The answer is to be an exact copy of the lines below running from the line with "height:5px; margin:-2.5px; padding:0" down to the line with "translate:-50% -50%; white-space:nowrap;", both ends included, and nothing more.
(Beginning of Records for this exercise)
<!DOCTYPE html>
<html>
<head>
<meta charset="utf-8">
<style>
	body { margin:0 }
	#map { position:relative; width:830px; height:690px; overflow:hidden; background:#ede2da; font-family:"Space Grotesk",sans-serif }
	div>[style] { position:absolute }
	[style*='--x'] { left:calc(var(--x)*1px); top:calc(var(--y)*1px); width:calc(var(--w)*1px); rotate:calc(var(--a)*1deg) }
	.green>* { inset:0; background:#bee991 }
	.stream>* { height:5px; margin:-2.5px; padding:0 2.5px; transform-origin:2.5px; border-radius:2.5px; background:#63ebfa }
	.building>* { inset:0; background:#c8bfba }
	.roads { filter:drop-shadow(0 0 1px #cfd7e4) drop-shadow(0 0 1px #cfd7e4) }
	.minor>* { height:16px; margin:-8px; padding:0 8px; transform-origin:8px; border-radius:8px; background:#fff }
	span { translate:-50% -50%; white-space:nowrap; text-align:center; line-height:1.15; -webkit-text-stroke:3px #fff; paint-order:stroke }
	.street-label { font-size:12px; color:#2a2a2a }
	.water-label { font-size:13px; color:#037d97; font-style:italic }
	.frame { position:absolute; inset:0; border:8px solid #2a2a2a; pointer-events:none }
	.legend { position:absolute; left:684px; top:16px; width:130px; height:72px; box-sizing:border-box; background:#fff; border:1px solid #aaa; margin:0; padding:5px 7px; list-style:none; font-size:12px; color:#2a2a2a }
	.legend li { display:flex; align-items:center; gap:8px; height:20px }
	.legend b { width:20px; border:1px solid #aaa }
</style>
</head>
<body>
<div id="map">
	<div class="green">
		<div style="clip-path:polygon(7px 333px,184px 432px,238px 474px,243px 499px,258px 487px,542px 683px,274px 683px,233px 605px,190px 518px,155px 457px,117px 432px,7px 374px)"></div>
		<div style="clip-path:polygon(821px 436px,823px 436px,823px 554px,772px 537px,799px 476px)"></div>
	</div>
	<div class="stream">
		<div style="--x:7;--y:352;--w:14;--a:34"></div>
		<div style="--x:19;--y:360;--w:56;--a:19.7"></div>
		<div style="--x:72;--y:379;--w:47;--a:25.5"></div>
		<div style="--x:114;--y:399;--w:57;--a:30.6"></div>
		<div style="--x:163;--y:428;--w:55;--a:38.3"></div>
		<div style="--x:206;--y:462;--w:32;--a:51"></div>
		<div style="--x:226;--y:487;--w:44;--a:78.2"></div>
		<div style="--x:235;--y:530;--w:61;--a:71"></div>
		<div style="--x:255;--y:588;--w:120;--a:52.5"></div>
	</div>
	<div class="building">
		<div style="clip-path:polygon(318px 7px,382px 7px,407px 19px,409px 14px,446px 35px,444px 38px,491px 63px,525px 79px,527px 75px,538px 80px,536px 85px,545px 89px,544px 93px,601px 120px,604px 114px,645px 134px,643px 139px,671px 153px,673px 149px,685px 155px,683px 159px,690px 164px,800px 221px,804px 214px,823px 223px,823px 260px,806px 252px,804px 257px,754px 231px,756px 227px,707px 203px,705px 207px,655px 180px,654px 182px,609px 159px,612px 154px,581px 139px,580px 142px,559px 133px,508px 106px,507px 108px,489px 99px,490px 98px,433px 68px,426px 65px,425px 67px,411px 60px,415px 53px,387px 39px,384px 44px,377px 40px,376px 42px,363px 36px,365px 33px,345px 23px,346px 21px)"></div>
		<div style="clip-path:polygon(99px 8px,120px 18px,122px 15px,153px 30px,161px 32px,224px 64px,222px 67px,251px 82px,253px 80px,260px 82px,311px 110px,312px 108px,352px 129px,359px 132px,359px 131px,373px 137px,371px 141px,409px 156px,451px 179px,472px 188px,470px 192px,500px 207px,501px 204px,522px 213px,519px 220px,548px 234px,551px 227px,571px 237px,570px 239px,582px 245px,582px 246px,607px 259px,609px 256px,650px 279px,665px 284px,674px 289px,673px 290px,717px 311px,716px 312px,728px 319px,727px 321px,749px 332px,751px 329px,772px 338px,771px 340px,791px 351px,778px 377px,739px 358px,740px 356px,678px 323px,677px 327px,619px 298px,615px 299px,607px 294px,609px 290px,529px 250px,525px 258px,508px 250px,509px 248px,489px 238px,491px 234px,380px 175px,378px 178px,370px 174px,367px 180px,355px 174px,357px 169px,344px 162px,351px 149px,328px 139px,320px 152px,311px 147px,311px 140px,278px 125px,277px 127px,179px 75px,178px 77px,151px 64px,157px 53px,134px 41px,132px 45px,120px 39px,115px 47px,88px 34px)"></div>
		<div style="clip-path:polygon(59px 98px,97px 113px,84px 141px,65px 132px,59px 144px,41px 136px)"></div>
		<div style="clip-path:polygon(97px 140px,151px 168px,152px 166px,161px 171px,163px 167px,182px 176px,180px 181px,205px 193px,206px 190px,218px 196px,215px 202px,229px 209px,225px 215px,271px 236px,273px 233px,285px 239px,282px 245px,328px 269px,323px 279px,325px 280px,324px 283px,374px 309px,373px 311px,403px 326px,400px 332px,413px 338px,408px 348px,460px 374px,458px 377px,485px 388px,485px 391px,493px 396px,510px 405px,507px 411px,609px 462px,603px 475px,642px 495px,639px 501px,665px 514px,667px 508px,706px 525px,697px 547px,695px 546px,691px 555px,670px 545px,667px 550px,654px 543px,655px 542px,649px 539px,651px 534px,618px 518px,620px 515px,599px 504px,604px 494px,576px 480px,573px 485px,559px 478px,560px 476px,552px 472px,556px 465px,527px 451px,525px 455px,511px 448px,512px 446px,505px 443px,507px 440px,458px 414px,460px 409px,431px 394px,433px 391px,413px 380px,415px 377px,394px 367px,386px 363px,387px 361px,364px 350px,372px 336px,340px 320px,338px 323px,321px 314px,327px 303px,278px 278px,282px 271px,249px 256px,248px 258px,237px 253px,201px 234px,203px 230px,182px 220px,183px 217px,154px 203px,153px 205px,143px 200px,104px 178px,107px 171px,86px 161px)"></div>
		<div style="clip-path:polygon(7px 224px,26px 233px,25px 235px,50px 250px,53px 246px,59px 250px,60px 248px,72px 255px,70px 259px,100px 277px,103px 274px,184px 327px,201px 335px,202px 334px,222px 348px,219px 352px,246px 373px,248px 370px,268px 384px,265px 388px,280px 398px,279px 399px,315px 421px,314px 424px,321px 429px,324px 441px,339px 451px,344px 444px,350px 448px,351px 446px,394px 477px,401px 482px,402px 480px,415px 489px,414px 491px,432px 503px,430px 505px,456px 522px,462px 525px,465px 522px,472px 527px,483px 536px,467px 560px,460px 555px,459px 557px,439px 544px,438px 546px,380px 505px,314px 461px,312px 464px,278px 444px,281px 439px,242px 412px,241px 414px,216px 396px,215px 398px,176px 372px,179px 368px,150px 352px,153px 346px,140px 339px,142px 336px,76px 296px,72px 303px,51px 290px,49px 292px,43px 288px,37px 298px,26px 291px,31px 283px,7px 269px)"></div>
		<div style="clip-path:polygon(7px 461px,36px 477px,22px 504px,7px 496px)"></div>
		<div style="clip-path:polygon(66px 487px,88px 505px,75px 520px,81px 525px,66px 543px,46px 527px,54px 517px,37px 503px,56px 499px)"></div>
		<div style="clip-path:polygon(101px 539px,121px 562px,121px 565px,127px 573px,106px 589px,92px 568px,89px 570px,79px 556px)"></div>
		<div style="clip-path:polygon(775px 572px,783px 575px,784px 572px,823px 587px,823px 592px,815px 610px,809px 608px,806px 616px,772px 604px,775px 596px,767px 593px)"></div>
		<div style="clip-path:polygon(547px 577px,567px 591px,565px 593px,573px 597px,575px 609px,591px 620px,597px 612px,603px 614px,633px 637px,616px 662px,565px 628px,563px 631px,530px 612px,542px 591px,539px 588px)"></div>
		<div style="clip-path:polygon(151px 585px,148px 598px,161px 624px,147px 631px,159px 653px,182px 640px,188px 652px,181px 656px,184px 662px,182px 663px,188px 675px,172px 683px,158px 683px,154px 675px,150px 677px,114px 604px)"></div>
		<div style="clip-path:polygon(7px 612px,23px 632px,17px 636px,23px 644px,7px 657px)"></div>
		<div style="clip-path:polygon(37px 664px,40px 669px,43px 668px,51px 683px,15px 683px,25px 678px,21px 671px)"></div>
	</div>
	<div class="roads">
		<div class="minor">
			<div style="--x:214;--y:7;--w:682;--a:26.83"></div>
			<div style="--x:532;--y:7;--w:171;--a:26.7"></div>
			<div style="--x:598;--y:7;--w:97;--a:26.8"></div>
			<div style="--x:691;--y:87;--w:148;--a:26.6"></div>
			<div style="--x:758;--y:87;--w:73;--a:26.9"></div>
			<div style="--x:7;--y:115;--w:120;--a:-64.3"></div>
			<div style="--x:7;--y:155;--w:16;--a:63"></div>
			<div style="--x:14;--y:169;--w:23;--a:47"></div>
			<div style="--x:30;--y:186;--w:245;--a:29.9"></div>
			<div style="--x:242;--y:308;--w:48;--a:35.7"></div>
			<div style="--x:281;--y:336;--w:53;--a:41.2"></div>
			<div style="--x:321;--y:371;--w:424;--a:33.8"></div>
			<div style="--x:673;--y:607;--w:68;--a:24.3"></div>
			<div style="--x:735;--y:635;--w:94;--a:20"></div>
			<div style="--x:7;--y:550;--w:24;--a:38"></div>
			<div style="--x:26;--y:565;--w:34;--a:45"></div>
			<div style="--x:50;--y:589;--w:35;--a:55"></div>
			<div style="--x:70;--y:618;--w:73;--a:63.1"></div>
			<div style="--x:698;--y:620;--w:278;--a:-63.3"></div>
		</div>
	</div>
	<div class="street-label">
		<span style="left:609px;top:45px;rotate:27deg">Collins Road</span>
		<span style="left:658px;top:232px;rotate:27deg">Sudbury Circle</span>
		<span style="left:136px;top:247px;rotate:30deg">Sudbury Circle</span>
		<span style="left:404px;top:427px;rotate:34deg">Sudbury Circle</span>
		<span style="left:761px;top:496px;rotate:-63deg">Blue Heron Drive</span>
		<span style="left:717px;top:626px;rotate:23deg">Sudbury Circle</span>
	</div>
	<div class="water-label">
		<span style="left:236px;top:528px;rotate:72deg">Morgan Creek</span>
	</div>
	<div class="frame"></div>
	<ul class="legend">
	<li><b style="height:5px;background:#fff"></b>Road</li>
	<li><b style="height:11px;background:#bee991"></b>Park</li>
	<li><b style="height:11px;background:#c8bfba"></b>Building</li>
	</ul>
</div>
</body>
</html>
(End of Records for this exercise)
■ Answer to this task
	.stream>* { height:5px; margin:-2.5px; padding:0 2.5px; transform-origin:2.5px; border-radius:2.5px; background:#63ebfa }
	.building>* { inset:0; background:#c8bfba }
	.roads { filter:drop-shadow(0 0 1px #cfd7e4) drop-shadow(0 0 1px #cfd7e4) }
	.minor>* { height:16px; margin:-8px; padding:0 8px; transform-origin:8px; border-radius:8px; background:#fff }
	span { translate:-50% -50%; white-space:nowrap; text-align:center; line-height:1.15; -webkit-text-stroke:3px #fff; paint-order:stroke }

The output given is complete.